Collected data entries

--

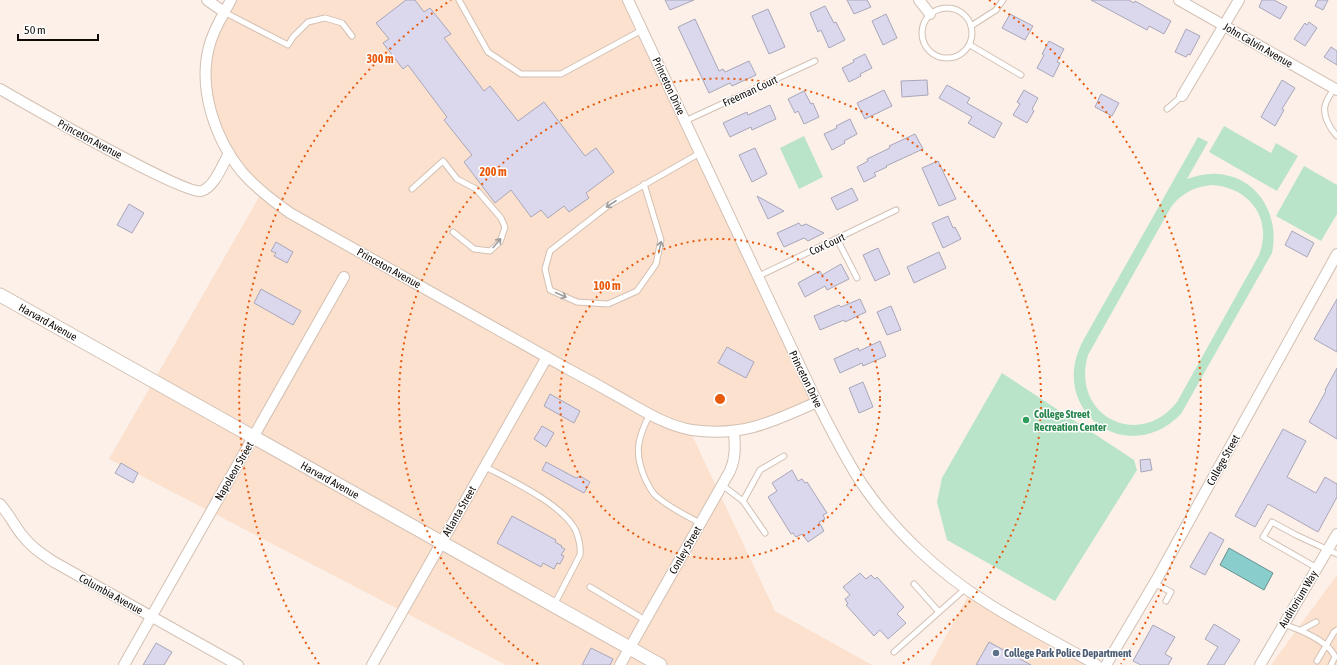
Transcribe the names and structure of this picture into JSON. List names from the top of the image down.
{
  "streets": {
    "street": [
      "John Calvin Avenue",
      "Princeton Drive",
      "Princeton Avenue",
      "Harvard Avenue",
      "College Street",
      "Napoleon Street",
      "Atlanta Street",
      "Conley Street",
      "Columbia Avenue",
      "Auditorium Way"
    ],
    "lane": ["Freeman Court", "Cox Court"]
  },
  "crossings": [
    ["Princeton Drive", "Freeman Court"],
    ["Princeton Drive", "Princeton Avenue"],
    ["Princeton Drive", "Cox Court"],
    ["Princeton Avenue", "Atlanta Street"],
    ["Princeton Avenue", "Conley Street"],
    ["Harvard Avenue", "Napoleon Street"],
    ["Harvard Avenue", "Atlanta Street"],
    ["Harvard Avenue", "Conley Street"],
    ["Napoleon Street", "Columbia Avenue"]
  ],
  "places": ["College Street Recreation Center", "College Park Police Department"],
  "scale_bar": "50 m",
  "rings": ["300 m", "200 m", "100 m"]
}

--

■ What you need to do
Reproduce all of the data exactly, omitting each picture it holds.

■ Task result
Transcribe the names and structure of this picture into JSON. List names from the top of the image down.
{
  "streets": {
    "street": [
      "John Calvin Avenue",
      "Princeton Drive",
      "Princeton Avenue",
      "Harvard Avenue",
      "College Street",
      "Napoleon Street",
      "Atlanta Street",
      "Conley Street",
      "Columbia Avenue",
      "Auditorium Way"
    ],
    "lane": ["Freeman Court", "Cox Court"]
  },
  "crossings": [
    ["Princeton Drive", "Freeman Court"],
    ["Princeton Drive", "Princeton Avenue"],
    ["Princeton Drive", "Cox Court"],
    ["Princeton Avenue", "Atlanta Street"],
    ["Princeton Avenue", "Conley Street"],
    ["Harvard Avenue", "Napoleon Street"],
    ["Harvard Avenue", "Atlanta Street"],
    ["Harvard Avenue", "Conley Street"],
    ["Napoleon Street", "Columbia Avenue"]
  ],
  "places": ["College Street Recreation Center", "College Park Police Department"],
  "scale_bar": "50 m",
  "rings": ["300 m", "200 m", "100 m"]
}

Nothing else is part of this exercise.